Buried in the talk about immigration reform is an issue that was has nothing to do with patrolling borders, granting exemptions for those doing domestic jobs or giving higher education breaks to immigrant children.
Iraqis who helped the United States during war in their home country are at great risk. And although some Iraqis obtained visas to escape, there are reportedly still tens of thousands of Iraqis whose lives are threatened as they are trapped in a land now hostile to them as radical militias view them as traitors.
A number of other countries airlifted Iraqis who worked for them out of the country when troops left. Britain, Australia, Denmark are among those that safely removed Iraqis.
Nowhere is the urgency of resolving this problem more apparent than examining the case of “Omar,” a former Iraqi forklift operator who worked for U.S. contractors. As an advocate for the Iraqi people dangerously left behind, author Kirk Johnson has researched the email trail left by Omar. A year’s worth of correspondence between Omar and U.S. immigration offices overseen by the State Department offer evidence of the futile attempts he made to escape Iraq.
Over and over he was told to supply employment information, and he complied. And then he was told to supply the information again. And again. All of this despite his pleas of urgency because of threats being made on his life.
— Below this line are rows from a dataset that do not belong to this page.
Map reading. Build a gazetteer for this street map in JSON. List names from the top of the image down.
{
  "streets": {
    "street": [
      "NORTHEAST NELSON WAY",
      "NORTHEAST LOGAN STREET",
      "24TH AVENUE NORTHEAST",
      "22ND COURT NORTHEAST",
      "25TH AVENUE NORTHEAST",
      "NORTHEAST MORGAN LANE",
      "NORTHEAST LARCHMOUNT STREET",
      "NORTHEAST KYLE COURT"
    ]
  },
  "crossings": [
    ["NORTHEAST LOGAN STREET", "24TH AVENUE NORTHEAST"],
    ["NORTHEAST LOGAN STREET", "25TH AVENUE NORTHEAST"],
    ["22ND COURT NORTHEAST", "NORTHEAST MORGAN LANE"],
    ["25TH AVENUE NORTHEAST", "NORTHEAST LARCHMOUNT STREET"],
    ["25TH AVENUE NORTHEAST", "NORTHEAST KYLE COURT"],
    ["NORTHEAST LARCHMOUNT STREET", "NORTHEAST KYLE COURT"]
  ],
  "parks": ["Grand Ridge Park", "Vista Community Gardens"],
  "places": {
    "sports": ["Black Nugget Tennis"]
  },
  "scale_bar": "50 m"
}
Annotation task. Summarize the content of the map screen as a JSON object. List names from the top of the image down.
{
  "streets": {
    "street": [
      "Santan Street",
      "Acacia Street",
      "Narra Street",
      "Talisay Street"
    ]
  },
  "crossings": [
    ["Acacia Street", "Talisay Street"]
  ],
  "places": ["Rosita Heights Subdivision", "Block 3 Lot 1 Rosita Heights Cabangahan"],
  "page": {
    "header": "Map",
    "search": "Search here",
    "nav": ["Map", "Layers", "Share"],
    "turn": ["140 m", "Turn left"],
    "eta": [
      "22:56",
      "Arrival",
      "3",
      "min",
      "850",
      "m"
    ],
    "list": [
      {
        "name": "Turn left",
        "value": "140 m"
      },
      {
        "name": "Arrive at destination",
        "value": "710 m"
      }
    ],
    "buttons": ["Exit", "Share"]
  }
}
Seven weeks went by after Omar submitted another employment verification letter — this one written on official stationery by a U.S. contractor who supplied glowing reviews of Omar and offered his cellphone number and email address as additional contact information. And then, still waiting, Omar was decapitated in Iraq.
Johnson, interviewed on “This American Life,” is frustrated that Omar and thousands of others like him haven’t been helped — especially because tools are in place to do so. He cited the Guam Option that has been used before in which the president issues an executive order to fly threatened visa applicants to a U.S. base to thoroughly screen them, but keep them safe.